* _Exercise_:
For the word "Звёздная", report how many lines of the records below contain it, and nothing more.

* _Dataset entries_:
---+---

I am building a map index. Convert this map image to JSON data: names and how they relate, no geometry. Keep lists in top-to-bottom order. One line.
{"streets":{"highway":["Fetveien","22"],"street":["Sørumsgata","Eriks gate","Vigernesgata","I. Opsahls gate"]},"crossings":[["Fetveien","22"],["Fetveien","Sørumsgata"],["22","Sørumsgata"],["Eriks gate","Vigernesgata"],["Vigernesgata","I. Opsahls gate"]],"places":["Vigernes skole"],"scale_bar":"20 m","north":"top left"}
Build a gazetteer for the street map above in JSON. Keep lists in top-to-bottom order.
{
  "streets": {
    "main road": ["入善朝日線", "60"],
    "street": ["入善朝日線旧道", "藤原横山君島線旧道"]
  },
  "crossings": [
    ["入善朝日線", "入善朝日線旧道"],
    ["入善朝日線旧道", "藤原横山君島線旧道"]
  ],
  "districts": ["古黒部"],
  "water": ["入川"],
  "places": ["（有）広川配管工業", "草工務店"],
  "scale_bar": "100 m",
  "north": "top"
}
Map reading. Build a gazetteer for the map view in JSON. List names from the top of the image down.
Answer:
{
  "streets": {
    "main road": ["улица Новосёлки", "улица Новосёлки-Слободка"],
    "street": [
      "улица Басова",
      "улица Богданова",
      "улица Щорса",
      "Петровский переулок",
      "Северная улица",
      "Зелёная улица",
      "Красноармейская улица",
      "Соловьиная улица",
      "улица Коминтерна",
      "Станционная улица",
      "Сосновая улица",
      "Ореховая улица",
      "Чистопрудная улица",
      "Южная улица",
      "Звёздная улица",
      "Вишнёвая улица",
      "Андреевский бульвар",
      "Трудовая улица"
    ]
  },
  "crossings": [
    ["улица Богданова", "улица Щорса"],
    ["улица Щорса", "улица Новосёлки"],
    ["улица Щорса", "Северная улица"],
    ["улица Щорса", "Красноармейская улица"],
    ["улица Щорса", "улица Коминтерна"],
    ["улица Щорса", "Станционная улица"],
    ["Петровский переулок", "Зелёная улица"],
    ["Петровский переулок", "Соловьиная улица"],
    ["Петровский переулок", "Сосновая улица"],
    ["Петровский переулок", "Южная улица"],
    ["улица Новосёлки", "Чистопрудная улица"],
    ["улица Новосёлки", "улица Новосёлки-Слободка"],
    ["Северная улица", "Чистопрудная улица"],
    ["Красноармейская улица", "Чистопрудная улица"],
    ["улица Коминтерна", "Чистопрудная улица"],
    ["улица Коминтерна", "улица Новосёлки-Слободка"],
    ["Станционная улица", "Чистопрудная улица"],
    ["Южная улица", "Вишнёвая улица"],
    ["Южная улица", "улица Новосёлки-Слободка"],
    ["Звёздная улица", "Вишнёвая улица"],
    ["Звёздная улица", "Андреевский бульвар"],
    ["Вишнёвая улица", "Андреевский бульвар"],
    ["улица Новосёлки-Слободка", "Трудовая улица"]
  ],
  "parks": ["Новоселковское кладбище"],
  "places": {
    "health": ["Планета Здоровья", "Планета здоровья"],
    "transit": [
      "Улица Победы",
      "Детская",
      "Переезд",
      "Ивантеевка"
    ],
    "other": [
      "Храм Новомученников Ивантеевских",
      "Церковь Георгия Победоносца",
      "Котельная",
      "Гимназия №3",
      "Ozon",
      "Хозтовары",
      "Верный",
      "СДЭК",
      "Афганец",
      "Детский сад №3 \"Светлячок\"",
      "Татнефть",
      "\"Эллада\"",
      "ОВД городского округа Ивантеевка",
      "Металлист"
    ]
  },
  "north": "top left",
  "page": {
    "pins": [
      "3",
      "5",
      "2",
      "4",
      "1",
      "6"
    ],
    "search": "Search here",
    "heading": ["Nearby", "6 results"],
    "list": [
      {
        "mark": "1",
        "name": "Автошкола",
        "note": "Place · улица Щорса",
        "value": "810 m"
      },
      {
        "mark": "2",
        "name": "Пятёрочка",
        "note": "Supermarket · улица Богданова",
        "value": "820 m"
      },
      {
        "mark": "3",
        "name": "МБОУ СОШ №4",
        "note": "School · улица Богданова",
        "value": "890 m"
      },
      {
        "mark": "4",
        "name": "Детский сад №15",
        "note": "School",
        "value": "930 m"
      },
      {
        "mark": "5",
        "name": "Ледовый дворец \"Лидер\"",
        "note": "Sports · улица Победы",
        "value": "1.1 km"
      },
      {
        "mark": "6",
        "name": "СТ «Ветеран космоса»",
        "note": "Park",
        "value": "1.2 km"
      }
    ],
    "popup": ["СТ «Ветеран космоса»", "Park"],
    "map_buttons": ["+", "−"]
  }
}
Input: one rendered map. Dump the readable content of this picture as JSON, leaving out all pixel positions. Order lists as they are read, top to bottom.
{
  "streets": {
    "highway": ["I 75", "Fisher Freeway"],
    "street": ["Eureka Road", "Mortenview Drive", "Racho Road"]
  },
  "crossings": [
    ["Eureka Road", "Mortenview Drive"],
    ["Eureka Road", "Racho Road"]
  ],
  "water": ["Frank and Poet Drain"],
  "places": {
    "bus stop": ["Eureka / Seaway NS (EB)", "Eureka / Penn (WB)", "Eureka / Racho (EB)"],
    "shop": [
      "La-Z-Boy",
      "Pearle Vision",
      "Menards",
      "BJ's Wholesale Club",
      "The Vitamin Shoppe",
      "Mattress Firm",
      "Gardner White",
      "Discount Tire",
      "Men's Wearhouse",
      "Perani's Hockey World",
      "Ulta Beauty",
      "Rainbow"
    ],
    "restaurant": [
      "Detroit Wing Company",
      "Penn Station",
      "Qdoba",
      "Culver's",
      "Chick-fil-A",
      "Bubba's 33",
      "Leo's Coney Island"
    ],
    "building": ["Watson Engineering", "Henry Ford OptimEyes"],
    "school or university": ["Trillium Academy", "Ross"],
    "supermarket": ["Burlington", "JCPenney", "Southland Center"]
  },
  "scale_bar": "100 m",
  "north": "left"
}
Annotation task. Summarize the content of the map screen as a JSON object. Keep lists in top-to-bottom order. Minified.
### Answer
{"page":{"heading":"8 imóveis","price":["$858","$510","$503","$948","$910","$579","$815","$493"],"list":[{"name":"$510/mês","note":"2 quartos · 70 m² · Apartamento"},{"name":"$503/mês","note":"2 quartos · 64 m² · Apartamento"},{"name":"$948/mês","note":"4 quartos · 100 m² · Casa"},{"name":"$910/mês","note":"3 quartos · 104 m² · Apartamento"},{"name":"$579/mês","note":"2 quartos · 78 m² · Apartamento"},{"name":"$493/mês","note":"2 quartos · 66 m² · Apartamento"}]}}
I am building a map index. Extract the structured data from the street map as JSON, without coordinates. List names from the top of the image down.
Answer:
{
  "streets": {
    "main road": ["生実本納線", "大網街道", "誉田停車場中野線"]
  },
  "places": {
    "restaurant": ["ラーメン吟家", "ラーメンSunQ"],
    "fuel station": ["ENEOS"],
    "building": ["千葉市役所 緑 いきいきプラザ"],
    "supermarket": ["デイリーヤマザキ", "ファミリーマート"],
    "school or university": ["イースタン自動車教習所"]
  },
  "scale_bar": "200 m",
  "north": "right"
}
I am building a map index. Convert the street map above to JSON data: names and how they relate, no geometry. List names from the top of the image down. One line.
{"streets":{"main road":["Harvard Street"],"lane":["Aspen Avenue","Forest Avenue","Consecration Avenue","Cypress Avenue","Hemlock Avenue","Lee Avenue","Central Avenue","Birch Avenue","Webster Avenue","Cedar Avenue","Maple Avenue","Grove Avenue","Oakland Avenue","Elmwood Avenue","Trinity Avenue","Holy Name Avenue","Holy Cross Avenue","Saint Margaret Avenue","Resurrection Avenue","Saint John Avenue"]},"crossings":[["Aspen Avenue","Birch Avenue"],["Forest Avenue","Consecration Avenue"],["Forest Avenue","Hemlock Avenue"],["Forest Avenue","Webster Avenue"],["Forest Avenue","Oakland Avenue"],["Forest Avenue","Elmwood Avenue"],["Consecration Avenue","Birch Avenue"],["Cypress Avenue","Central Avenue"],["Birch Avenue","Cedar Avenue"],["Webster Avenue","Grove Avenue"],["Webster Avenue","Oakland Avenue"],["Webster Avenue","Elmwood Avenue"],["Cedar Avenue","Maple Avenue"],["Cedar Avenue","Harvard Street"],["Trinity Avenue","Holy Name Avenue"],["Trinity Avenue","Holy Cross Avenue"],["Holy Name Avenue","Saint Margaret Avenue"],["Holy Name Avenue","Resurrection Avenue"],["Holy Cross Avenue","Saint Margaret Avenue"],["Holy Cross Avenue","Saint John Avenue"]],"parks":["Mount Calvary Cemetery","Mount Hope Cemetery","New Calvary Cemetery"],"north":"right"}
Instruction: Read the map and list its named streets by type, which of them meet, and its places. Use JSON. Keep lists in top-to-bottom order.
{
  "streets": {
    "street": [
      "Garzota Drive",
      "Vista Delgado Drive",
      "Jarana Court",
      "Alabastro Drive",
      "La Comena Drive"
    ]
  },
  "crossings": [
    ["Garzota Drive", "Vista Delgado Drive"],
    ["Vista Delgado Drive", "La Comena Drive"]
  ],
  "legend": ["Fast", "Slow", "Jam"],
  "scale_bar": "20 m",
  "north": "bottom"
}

---+---

* _Reply_:
3